Hi 👋
While evaluating crystal-pg for a Crystal project, I ran a full multi-dimension audit toward a 1.0 tag (correctness, concurrency / fiber-safety, error model, perf/memory/CPU, PostgreSQL protocol completeness, public API / SemVer surface, tests / CI). I want to lead with the honest part: the architecture is genuinely good. A clean two-layer split — the wire protocol in PQ::* cleanly separated from the crystal-db driver in PG::* — correct binary decoders for the large majority of types, SCRAM-SHA-256 + channel binding (rare and well done), logical replication (pgoutput), and a real round-trip spec suite against Postgres 14–18. The bones are solid.
This is meant as a constructive map of what stands between today and a 1.0 that can be promised — and I'm offering to contribute the fixes, starting with the blockers and the most-requested security/recovery gaps.
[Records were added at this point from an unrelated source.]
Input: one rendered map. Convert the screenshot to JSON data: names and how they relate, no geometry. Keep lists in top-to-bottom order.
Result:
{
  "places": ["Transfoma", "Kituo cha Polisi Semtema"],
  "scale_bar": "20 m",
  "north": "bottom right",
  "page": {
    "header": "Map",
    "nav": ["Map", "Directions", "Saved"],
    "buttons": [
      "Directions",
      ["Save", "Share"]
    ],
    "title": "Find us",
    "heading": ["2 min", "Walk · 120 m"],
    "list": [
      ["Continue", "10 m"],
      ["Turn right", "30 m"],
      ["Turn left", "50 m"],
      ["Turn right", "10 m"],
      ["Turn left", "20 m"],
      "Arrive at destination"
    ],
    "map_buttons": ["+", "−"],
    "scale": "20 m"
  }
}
📄 Full audit (canonical, cited file:line): https://gist.github.com/n-rodriguez/4cbd8a46b0892adc8305156c70273a50
Summary by tier
| Tier |
Theme |
Headline |
| 0 |
Blockers |
PG::Interval#to_spans calls methods that don't exist (won't compile when called); .size instead of .bytesize corrupts the startup/password packet for non-ASCII; a stray pp debug print in replication; CI triggers on main while the default branch is master (push CI never fires); a decode error poisons a pooled connection silently |
| 1 |
Security |
verify-ca/verify-full are accepted but the TLS context is hard-coded VerifyMode::NONE — no cert/hostname verification (silent MITM exposure); an over-permissive .pgpass is warned about but read anyway; PGSSLMODE/PGSSL* env vars are ignored |
| 2 |
Correctness & concurrency |
RowDescription table_oid/column fields swapped + truncated; infinity/-infinity timestamps unhandled; Numeric#to_s fractional truncation is fragile; two array code paths disagree on non-1 lower bounds; the LISTEN/NOTIFY loop shares the socket read path with queries without a lock; @@location_cache is mutated cross-fiber without synchronization; two disjoint exception trees (PQ::PQError is not under PG::Error) |
| 3 |
Protocol completeness |
verify-* unimplemented; NegotiateProtocolVersion unhandled; no CancelRequest; missing types (time/timetz, inet/cidr/macaddr, money, ranges); connect_timeout/options not honored (a dead host hangs forever); replication: no slot creation, proto pinned to v1, ErrorFrame ignored |
| 4 |
Perf / memory / CPU |
decoder resolved by per-value OID hash lookup instead of per-column; no real prepared statements (Parse on every exec — the unnamed statement); Array(Slice?) + per-column copy per row; text param encoding allocates per value |
| 5 |
API / SemVer |
the whole PQ::* namespace is :nodoc: but public in practice (callbacks return PQ::Notification/Notice); PQ::Connection#soc + protocol I/O are public; sslmode is a Symbol; Geo::Path is inconsistent with its sibling records; PG::Error is :nodoc: yet is the root users must rescue; dead pre-Crystal-1.0 monkeypatches |
| 6 |
Tests / CI / packaging |
CI is nix-only with a single Crystal version; pq/frame.cr, pq/query.cr, ext/openssl.cr, pg/record.cr have zero coverage; auth & escape-error specs are disabled by default; depends on crystal-db which is itself pre-1.0 |
All headline compile / wire-format / security findings were verified by hand against the source.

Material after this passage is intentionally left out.